Kane Williamson was officially and unofficially New Zealand’s best batsman on the fourth day of the second Test on Monday as his 26th test century allowed New Zealand to lead England by 257 runs after following on.
Tom Blundell made 90 and was the last man out as New Zealand’s second innings ended at 483 less than an hour before stumps.
Under New Zealand-born head coach Brendon McCullum, England already has pulled off its highest successful run chase in tests, scoring 378 to beat India at Edgbaston last year. This chase for 258 with more than 100 overs available would seem a walk in the park by comparison.

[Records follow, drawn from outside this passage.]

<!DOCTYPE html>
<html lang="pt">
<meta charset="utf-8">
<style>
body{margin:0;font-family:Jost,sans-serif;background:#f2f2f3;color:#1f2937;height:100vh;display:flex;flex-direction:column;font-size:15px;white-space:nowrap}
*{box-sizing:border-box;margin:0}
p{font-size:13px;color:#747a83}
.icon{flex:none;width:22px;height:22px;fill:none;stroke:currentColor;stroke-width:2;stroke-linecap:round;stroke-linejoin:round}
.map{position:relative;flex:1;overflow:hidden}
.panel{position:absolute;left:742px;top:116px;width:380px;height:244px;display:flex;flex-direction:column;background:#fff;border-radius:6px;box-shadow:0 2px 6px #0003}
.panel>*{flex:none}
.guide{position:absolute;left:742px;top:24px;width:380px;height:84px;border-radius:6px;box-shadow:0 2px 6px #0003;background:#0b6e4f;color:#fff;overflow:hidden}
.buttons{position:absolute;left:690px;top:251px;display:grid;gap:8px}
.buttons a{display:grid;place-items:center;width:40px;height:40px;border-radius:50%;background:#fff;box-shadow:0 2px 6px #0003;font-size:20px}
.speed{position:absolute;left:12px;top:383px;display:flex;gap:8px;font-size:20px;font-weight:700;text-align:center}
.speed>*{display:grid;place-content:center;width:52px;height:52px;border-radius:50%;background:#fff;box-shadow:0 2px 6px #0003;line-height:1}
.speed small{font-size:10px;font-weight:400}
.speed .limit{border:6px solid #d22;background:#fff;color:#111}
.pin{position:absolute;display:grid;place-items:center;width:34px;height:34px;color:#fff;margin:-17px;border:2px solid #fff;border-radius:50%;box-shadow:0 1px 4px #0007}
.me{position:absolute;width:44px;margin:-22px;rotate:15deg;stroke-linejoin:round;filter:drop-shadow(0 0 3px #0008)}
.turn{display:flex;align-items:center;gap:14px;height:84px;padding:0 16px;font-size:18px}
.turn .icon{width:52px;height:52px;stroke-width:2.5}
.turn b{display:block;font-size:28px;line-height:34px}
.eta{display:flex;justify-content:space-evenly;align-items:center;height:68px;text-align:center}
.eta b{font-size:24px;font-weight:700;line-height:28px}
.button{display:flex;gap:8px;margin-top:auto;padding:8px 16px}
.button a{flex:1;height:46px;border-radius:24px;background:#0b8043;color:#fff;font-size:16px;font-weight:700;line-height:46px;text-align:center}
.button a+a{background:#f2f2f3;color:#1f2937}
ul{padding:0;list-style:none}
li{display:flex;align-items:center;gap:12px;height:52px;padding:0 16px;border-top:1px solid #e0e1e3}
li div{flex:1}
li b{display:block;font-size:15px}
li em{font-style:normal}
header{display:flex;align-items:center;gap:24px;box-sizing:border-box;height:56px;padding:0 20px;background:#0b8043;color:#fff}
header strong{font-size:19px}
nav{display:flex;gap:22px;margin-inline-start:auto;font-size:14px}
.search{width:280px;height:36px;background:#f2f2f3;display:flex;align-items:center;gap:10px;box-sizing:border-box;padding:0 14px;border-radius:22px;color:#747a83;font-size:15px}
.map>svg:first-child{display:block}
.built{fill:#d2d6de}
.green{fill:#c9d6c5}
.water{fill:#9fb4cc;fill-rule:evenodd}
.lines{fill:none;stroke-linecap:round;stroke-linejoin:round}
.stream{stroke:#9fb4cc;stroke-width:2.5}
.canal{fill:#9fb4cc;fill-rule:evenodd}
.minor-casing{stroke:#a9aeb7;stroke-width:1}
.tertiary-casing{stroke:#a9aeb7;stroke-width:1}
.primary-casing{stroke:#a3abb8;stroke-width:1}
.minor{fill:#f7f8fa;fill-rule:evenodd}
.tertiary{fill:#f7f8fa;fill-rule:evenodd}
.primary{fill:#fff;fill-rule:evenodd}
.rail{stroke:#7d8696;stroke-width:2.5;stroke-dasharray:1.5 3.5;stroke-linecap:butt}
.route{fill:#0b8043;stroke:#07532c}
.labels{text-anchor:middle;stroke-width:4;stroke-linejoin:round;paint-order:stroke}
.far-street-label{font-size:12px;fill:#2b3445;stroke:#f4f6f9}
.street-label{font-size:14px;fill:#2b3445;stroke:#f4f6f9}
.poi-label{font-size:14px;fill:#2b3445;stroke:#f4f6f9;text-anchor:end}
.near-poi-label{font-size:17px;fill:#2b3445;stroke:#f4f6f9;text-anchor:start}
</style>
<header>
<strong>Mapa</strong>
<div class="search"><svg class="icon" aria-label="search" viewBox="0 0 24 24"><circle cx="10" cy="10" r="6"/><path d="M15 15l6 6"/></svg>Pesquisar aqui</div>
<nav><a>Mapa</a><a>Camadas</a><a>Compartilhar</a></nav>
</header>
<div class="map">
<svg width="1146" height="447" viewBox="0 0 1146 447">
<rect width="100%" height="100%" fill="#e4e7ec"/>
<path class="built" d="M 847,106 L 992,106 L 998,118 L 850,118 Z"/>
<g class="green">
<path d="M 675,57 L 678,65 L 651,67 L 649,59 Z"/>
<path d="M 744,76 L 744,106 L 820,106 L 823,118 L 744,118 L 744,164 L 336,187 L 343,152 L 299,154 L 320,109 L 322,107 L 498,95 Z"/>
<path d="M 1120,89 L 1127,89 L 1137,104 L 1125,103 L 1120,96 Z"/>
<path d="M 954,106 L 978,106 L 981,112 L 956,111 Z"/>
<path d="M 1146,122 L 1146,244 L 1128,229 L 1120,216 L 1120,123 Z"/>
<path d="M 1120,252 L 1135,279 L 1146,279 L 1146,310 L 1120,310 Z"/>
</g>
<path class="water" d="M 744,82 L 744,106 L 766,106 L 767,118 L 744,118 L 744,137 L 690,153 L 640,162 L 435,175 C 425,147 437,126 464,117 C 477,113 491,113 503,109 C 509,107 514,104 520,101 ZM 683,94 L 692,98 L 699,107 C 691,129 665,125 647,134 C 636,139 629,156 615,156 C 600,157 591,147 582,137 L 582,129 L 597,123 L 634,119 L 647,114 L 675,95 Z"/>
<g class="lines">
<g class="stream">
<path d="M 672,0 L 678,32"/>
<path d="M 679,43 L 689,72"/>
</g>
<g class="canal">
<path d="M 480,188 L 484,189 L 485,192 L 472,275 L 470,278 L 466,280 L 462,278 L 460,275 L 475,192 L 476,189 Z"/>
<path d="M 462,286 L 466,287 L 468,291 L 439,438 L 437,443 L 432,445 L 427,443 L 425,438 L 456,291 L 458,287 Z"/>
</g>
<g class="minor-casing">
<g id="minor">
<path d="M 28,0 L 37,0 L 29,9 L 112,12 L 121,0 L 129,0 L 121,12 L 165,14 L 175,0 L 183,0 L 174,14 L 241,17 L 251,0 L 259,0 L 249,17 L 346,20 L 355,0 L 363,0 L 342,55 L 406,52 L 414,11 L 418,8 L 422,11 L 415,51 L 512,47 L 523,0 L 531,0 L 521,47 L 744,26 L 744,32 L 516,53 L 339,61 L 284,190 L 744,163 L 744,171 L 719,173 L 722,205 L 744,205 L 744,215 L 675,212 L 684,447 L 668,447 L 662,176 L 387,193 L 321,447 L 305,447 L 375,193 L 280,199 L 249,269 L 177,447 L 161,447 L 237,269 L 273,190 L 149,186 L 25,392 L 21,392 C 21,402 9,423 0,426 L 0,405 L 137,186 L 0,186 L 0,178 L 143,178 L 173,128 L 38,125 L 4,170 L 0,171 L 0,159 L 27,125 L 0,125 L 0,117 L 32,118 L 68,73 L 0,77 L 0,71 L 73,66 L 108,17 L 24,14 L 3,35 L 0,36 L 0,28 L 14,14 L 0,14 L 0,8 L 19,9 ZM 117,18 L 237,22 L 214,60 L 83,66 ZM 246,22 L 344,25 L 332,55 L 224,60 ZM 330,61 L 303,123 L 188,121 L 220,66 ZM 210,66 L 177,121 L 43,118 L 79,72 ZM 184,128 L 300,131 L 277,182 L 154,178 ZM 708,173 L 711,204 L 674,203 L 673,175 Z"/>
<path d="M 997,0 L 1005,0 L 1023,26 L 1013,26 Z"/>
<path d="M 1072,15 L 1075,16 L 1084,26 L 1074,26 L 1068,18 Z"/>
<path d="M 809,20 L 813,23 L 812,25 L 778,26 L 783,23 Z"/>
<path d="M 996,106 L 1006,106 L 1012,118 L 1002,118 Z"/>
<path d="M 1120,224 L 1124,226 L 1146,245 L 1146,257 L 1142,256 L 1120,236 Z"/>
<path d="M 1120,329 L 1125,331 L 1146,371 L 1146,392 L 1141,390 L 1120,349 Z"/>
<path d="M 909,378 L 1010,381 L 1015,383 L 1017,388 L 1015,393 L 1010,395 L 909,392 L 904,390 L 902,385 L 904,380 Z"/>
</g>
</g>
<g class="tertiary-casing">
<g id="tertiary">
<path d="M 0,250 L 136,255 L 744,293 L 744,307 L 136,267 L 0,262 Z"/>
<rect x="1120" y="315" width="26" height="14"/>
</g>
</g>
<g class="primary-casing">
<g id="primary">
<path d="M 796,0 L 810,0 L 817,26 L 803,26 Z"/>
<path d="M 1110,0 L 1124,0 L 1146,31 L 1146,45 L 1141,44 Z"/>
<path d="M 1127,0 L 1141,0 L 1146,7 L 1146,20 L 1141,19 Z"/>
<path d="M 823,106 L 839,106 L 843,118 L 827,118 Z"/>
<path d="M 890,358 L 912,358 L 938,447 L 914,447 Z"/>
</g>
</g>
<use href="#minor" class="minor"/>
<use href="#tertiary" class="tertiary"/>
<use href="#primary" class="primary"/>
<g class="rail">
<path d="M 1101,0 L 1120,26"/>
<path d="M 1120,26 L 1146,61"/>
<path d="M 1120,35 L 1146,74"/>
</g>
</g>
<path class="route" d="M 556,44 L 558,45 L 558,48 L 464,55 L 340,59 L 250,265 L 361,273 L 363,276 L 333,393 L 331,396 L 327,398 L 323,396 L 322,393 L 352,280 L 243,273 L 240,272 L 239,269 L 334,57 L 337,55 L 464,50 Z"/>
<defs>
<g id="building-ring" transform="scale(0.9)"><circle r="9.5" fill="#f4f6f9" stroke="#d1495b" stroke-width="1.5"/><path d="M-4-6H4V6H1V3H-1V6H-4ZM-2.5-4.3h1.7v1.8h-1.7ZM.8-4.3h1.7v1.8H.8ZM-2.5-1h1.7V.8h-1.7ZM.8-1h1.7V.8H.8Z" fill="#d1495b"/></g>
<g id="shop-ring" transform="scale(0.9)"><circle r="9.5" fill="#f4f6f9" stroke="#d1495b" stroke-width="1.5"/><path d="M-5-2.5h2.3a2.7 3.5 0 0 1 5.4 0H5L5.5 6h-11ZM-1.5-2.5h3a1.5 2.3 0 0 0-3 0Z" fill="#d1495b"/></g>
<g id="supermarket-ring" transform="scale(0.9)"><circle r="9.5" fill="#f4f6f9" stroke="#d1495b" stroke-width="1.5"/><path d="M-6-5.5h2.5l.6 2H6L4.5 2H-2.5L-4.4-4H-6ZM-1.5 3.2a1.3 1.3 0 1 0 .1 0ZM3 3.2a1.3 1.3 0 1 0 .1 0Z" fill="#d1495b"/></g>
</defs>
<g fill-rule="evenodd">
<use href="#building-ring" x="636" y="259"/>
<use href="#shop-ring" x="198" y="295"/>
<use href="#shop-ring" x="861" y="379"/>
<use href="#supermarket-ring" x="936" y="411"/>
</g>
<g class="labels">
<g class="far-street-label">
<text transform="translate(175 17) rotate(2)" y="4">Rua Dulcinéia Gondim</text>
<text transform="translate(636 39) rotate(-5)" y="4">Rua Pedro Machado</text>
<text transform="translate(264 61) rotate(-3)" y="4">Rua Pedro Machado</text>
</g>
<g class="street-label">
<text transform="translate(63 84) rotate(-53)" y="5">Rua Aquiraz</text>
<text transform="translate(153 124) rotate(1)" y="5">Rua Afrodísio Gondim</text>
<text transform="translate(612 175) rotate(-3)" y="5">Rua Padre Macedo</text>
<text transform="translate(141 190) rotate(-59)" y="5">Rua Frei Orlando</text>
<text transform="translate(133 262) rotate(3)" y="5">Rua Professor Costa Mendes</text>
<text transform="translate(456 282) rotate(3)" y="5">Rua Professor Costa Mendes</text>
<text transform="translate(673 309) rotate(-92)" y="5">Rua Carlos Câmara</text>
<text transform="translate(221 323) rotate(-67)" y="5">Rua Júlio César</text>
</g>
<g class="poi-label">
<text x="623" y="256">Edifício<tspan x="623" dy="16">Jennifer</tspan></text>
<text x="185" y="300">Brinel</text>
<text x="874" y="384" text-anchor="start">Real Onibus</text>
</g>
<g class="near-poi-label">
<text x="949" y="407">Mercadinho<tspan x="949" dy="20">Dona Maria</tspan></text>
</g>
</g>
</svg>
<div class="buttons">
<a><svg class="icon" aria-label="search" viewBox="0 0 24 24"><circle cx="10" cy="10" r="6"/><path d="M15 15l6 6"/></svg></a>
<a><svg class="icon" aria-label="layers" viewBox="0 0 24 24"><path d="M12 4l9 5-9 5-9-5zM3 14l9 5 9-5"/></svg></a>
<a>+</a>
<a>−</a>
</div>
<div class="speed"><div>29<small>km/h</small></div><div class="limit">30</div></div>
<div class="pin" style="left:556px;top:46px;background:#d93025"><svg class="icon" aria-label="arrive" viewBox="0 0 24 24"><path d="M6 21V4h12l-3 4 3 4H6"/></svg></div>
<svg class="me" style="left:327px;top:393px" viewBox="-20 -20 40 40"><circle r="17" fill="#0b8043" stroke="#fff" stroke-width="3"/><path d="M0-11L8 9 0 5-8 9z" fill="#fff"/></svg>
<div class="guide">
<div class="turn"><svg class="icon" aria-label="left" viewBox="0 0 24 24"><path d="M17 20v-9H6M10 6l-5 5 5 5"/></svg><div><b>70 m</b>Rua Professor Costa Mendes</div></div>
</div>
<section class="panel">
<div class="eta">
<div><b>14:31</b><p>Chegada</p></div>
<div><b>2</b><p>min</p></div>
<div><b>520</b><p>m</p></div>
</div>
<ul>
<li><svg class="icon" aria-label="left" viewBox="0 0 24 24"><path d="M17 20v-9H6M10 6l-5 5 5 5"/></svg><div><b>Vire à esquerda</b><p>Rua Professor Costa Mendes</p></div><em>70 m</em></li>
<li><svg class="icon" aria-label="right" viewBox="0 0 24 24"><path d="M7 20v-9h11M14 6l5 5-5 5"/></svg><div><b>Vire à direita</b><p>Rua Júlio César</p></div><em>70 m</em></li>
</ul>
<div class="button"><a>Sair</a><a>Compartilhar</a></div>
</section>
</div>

Tim Southee removed Zac Crawley (24) with a ball that cut back to hit off peg and at stumps England was 48/1, needing 210 from 103 overs on the last day to sweep the two-match series.
The odds still heavily favor the visitors but Williamson at least has given New Zealand hope.
When he reached 29 on his way to 132, he became New Zealand’s highest run-scorer in Tests, overtaking his former teammate Ross Taylor, who ended his career last year with 7,682 runs.
And in batting for all of the fourth day, in productive partnerships with Henry Nicholls, Daryl Mitchell and Tom Blundell, Williamson guided New Zealand from a 226 run deficit when England enforced the follow-on Sunday to a respectable lead.
“I don’t sort of think too much about records,” Williamson said. “It’s all about the team and the position you’re in and trying to do more.
“It was nice to be part of some partnerships today and get a pretty good second innings effort on the board. Having said that you always want more and we were hoping for a few more in terms of the position we got ourselves into. But all to play for tomorrow.”
After making only 10 runs in his previous three innings in the series, Williamson showed why he is New Zealand’s best batsman when the chips are down. The match was in the balance at the start of the day: New Zealand was 202/3, still 24 runs behind England who just had taken the second new ball.
Williamson and Nicholls (29) erased the deficit by the ninth over and saw off the new ball in a partnership of 55 for the fourth wicket.
Daryl Mitchell came in after Nicholls, when Williamson was 34, and rushed past Williamson to a half century from 52 balls. Williamson reached his own half century soon after from 148 deliveries and in just over four hours, reflecting the extent of his patience and application.
Mitchell was out for 54 in a 75-run partnership with Williamson, at the end of which New Zealand’s lead was 71. Them came Tom Blundell, the first Test century-maker, who provided Williamson with the extended support he needed to gradually improve New Zealand’s position.
Williamson had batted for 7-1/2 hours when England, having explored every reasonable means of removing him, gave Harry Brook his first bowl in Test cricket. Brook’s bowling style officially is described as right-arm medium. In reality it might be called dribbly medium pace.
But it was Brook who finally ended Williamson’s innings and claimed a first Test wicket, which will give him bragging rights for years to come.
The decisive ball was gentle and unthreatening, pitching short and heading down leg side. Williamson closed up his guard to glance behind square and the ball glanced across the bat en route to wicketkeeper Ben Foakes.
England’s appeal for the catch behind was rejected. The tourists reviewed the call, and the replay showed the faintest of edges, as England erupted in celebration.
When Williamson was out, New Zealand’s resistance was broken and the end came quickly. Michael Bracewell paid the price for casual running between wickets and Jack Leach dismissed Tim Southee and Matt Henry in the same over.
Leach also ended Blundell’s four-hour innings but by that stage, including the first innings, England had been in the field for more than 215 overs.